TASK PROMPT>
Among the lines below, take the one holding "502px,884px 514px,883px 526px,883px", the one holding "334px,696px 336px,694px 412px,645px", and all lines between them. Set them down exactly.

Dataset entries:
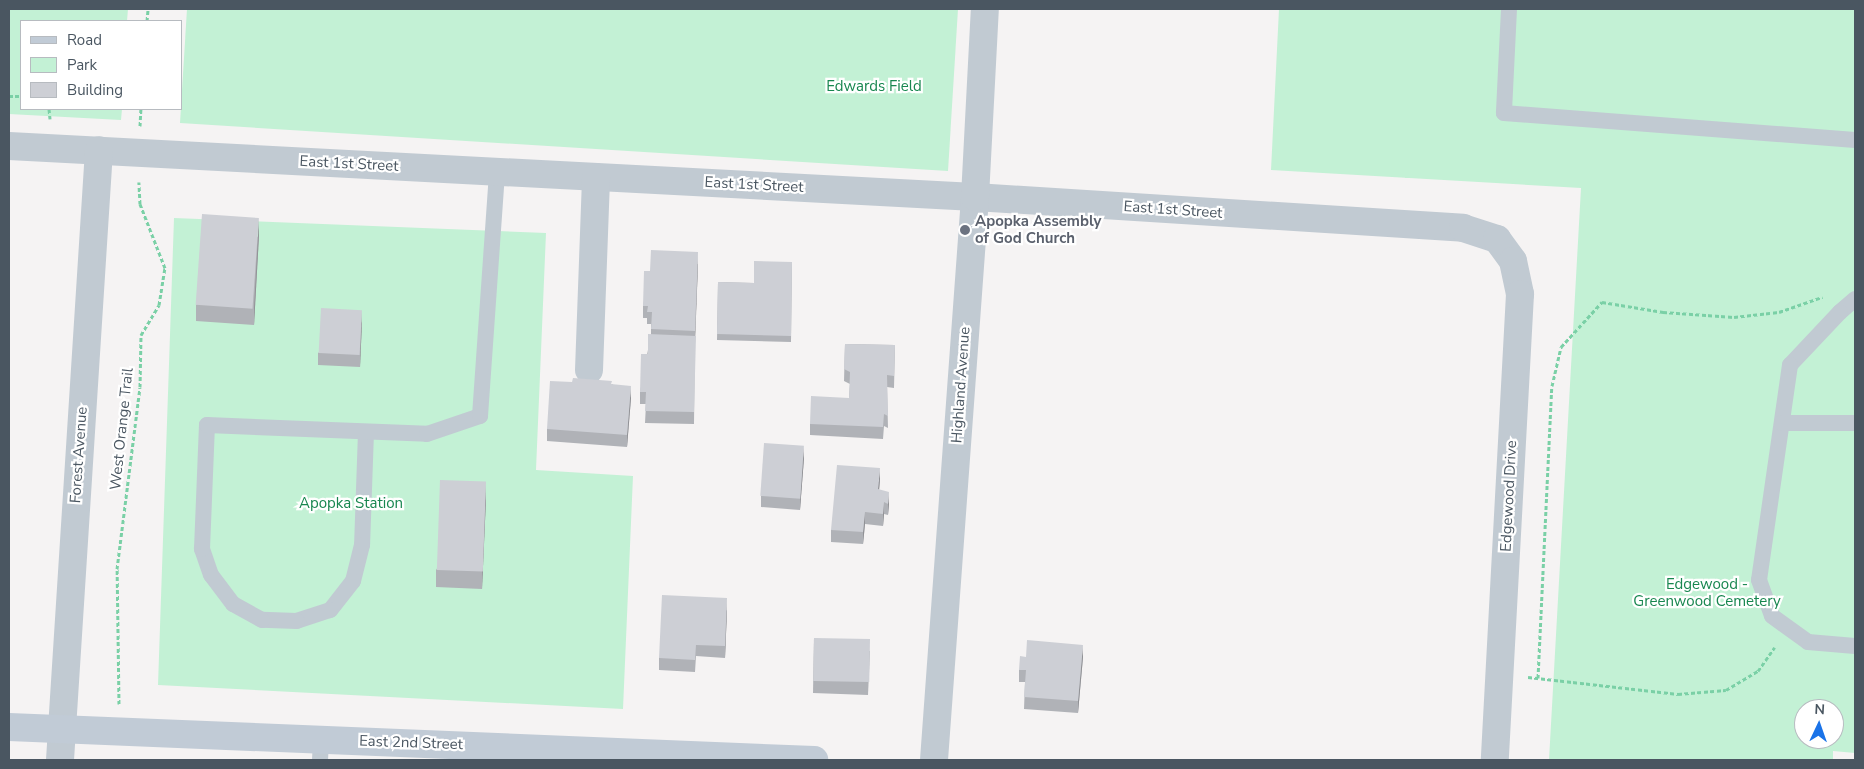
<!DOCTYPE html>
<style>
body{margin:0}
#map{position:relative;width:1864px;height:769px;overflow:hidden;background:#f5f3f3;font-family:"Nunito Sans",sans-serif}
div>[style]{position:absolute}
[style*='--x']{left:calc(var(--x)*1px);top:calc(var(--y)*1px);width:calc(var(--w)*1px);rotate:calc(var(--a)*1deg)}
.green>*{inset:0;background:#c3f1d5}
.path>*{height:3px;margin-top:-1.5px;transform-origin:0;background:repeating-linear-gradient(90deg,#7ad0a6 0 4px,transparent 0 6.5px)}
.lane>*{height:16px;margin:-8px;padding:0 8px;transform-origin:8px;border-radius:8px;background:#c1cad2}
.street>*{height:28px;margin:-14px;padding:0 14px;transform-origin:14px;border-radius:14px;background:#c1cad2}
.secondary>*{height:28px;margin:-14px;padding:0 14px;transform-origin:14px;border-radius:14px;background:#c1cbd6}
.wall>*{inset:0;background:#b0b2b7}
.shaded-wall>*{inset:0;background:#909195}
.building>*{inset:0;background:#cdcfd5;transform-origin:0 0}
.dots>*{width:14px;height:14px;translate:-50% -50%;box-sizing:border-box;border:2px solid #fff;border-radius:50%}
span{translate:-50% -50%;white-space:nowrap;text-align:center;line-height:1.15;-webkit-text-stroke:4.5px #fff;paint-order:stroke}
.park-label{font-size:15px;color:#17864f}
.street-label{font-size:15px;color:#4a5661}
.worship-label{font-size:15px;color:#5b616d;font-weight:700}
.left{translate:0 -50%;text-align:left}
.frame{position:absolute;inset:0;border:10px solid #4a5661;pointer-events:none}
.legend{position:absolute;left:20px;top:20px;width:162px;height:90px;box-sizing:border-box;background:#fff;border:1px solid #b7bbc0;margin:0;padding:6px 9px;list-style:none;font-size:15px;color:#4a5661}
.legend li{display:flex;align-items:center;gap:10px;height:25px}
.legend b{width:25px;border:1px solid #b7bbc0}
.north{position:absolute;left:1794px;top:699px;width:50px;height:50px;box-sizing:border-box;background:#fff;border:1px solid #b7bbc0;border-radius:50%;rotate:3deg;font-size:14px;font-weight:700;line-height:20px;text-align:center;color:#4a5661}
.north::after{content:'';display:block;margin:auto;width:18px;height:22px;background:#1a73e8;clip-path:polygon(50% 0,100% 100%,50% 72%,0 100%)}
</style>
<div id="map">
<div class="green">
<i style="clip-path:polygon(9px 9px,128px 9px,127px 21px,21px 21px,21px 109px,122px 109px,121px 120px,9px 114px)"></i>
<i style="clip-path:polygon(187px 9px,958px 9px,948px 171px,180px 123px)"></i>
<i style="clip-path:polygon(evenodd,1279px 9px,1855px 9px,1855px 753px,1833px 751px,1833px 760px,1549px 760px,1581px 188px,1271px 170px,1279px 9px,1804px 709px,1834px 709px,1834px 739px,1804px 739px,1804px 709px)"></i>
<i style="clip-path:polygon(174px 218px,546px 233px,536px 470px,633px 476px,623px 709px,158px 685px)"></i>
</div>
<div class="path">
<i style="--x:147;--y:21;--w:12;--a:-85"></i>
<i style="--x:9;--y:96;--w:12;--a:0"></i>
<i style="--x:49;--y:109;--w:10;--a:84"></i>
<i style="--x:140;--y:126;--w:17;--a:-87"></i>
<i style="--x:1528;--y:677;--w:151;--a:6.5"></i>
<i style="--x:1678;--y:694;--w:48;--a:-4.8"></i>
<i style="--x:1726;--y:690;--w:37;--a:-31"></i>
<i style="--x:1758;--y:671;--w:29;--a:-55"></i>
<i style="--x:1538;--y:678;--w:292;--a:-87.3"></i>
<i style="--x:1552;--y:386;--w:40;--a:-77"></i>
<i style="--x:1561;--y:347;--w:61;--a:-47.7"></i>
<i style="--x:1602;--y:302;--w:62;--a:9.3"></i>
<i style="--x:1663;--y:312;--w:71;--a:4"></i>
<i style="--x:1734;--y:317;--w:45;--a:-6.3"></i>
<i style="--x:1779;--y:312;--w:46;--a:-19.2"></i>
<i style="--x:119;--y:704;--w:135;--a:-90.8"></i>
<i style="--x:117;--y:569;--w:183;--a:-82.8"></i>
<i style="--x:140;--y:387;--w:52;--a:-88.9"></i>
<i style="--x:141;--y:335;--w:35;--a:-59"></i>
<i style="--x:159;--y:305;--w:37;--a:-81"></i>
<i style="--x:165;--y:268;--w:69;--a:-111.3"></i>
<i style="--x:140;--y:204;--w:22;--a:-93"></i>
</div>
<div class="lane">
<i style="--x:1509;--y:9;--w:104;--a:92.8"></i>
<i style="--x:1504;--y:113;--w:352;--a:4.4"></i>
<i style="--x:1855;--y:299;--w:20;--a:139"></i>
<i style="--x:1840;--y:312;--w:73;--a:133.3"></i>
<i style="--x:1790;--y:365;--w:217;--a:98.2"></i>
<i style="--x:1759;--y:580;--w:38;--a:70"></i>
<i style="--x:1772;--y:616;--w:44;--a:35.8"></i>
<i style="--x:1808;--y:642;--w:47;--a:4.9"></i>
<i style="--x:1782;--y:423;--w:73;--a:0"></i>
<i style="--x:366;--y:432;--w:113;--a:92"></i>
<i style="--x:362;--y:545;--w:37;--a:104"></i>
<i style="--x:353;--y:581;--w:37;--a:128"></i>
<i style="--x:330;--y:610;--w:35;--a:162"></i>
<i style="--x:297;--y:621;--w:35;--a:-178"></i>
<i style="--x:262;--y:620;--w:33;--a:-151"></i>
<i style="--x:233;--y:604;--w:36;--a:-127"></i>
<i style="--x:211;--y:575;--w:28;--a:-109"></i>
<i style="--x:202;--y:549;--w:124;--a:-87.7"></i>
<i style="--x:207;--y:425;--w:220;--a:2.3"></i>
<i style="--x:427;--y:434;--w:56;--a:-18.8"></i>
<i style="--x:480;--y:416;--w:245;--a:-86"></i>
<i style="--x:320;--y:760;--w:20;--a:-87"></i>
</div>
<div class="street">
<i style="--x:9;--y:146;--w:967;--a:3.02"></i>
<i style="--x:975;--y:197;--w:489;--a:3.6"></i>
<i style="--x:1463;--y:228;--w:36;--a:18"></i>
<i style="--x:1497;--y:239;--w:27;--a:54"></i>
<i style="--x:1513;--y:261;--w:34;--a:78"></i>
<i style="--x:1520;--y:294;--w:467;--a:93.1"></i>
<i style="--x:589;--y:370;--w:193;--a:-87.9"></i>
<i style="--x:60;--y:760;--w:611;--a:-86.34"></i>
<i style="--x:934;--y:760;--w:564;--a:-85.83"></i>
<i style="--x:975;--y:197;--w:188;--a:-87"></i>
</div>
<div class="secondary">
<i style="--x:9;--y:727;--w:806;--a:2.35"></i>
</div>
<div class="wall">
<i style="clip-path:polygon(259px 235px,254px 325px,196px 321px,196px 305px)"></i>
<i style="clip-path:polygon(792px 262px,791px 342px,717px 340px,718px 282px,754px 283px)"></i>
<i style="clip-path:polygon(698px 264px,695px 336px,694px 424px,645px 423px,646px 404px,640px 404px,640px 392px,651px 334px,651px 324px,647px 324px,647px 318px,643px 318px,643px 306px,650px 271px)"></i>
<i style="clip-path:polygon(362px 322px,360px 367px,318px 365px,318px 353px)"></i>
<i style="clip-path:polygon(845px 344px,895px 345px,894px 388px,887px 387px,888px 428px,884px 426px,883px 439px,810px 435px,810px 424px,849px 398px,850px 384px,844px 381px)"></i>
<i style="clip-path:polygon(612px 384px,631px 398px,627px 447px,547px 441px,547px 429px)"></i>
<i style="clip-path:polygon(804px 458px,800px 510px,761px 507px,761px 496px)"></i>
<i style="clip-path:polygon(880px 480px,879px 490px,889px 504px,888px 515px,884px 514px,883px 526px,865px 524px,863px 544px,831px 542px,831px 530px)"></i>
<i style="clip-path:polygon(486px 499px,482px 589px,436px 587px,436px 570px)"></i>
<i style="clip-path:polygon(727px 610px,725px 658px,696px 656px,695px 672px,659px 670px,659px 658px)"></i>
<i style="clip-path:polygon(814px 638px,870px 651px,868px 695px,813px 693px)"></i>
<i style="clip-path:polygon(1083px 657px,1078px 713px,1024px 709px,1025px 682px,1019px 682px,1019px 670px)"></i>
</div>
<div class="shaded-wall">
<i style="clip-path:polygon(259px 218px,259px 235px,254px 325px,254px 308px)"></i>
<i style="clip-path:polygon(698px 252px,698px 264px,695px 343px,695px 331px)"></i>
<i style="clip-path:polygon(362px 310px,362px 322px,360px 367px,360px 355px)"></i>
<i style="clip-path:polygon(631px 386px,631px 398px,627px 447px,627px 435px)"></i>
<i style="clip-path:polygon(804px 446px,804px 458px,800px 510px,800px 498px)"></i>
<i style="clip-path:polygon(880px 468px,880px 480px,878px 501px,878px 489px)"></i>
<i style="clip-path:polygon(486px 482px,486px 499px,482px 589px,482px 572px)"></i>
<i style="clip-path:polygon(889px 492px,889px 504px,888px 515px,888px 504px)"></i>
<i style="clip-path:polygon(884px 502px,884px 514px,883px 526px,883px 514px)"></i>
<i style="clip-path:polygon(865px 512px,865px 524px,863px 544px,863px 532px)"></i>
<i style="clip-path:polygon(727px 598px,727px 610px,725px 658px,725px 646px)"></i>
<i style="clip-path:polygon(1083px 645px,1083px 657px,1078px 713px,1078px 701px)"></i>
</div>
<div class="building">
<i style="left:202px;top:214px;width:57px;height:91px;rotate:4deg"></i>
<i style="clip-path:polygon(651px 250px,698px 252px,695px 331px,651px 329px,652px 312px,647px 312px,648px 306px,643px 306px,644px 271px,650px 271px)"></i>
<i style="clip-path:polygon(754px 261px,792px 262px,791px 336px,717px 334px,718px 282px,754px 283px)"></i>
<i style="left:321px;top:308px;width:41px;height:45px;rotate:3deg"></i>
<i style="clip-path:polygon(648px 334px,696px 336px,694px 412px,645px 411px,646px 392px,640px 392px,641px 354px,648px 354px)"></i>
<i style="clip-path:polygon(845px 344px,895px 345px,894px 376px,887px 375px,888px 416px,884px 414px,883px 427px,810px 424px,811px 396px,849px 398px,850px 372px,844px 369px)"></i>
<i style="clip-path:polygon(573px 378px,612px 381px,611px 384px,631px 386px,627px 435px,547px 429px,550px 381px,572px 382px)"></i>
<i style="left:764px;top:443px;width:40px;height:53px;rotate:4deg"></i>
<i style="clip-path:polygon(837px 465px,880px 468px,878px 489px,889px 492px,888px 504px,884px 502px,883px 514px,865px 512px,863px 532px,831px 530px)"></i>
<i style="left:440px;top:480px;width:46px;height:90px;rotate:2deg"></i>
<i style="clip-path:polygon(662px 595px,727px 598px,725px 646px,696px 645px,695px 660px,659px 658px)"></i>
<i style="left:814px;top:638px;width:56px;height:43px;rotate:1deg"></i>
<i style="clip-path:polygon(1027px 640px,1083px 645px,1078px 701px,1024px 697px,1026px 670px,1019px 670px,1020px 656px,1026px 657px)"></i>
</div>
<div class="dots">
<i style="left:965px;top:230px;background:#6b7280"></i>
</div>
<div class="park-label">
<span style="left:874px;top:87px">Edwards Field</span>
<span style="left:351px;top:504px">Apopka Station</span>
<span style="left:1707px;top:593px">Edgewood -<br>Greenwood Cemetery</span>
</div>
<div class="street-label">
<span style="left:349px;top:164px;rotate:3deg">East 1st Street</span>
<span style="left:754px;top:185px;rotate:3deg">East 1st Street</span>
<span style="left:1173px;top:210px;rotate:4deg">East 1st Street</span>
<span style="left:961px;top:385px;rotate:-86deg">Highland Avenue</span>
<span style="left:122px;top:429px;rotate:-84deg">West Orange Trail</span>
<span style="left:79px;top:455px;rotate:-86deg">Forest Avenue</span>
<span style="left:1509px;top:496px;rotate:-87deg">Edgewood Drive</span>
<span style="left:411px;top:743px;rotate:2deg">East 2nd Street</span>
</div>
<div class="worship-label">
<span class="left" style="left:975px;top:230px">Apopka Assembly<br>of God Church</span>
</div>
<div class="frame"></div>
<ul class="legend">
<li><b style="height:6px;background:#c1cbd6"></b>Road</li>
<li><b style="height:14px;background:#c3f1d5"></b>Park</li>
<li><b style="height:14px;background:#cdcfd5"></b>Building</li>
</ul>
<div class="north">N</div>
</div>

SOLUTION TO THIS PROBLEM>
<i style="clip-path:polygon(884px 502px,884px 514px,883px 526px,883px 514px)"></i>
<i style="clip-path:polygon(865px 512px,865px 524px,863px 544px,863px 532px)"></i>
<i style="clip-path:polygon(727px 598px,727px 610px,725px 658px,725px 646px)"></i>
<i style="clip-path:polygon(1083px 645px,1083px 657px,1078px 713px,1078px 701px)"></i>
</div>
<div class="building">
<i style="left:202px;top:214px;width:57px;height:91px;rotate:4deg"></i>
<i style="clip-path:polygon(651px 250px,698px 252px,695px 331px,651px 329px,652px 312px,647px 312px,648px 306px,643px 306px,644px 271px,650px 271px)"></i>
<i style="clip-path:polygon(754px 261px,792px 262px,791px 336px,717px 334px,718px 282px,754px 283px)"></i>
<i style="left:321px;top:308px;width:41px;height:45px;rotate:3deg"></i>
<i style="clip-path:polygon(648px 334px,696px 336px,694px 412px,645px 411px,646px 392px,640px 392px,641px 354px,648px 354px)"></i>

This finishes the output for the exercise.